## Exercise instructions
Each entry here is to be restated word for word.

## Entries taken from a collection
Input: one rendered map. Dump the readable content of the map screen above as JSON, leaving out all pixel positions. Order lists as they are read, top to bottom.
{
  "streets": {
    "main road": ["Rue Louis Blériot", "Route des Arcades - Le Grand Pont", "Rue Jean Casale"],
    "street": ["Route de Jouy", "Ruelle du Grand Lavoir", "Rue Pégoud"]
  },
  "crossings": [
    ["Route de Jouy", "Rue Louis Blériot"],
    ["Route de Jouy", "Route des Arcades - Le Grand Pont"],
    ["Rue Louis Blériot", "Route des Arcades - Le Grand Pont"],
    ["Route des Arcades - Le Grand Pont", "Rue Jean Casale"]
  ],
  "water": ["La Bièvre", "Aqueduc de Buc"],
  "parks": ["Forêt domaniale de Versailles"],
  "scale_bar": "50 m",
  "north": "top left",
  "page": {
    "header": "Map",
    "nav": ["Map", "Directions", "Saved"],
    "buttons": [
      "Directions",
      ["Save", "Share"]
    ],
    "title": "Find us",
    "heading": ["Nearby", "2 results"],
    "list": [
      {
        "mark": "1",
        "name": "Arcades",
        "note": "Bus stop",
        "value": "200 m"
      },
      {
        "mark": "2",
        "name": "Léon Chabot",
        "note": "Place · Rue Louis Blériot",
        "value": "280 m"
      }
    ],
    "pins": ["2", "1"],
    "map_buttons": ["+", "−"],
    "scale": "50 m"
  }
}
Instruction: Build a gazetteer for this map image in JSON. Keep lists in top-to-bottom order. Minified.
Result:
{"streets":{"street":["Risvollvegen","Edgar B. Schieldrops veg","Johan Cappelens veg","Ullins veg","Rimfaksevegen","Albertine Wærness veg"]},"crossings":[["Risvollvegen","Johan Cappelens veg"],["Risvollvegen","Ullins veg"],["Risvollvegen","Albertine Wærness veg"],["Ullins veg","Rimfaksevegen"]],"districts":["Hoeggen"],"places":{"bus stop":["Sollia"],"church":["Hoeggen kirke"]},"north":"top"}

## Output for this exercise
Input: one rendered map. Dump the readable content of the map screen above as JSON, leaving out all pixel positions. Order lists as they are read, top to bottom.
{
  "streets": {
    "main road": ["Rue Louis Blériot", "Route des Arcades - Le Grand Pont", "Rue Jean Casale"],
    "street": ["Route de Jouy", "Ruelle du Grand Lavoir", "Rue Pégoud"]
  },
  "crossings": [
    ["Route de Jouy", "Rue Louis Blériot"],
    ["Route de Jouy", "Route des Arcades - Le Grand Pont"],
    ["Rue Louis Blériot", "Route des Arcades - Le Grand Pont"],
    ["Route des Arcades - Le Grand Pont", "Rue Jean Casale"]
  ],
  "water": ["La Bièvre", "Aqueduc de Buc"],
  "parks": ["Forêt domaniale de Versailles"],
  "scale_bar": "50 m",
  "north": "top left",
  "page": {
    "header": "Map",
    "nav": ["Map", "Directions", "Saved"],
    "buttons": [
      "Directions",
      ["Save", "Share"]
    ],
    "title": "Find us",
    "heading": ["Nearby", "2 results"],
    "list": [
      {
        "mark": "1",
        "name": "Arcades",
        "note": "Bus stop",
        "value": "200 m"
      },
      {
        "mark": "2",
        "name": "Léon Chabot",
        "note": "Place · Rue Louis Blériot",
        "value": "280 m"
      }
    ],
    "pins": ["2", "1"],
    "map_buttons": ["+", "−"],
    "scale": "50 m"
  }
}
Instruction: Build a gazetteer for this map image in JSON. Keep lists in top-to-bottom order. Minified.
Result:
{"streets":{"street":["Risvollvegen","Edgar B. Schieldrops veg","Johan Cappelens veg","Ullins veg","Rimfaksevegen","Albertine Wærness veg"]},"crossings":[["Risvollvegen","Johan Cappelens veg"],["Risvollvegen","Ullins veg"],["Risvollvegen","Albertine Wærness veg"],["Ullins veg","Rimfaksevegen"]],"districts":["Hoeggen"],"places":{"bus stop":["Sollia"],"church":["Hoeggen kirke"]},"north":"top"}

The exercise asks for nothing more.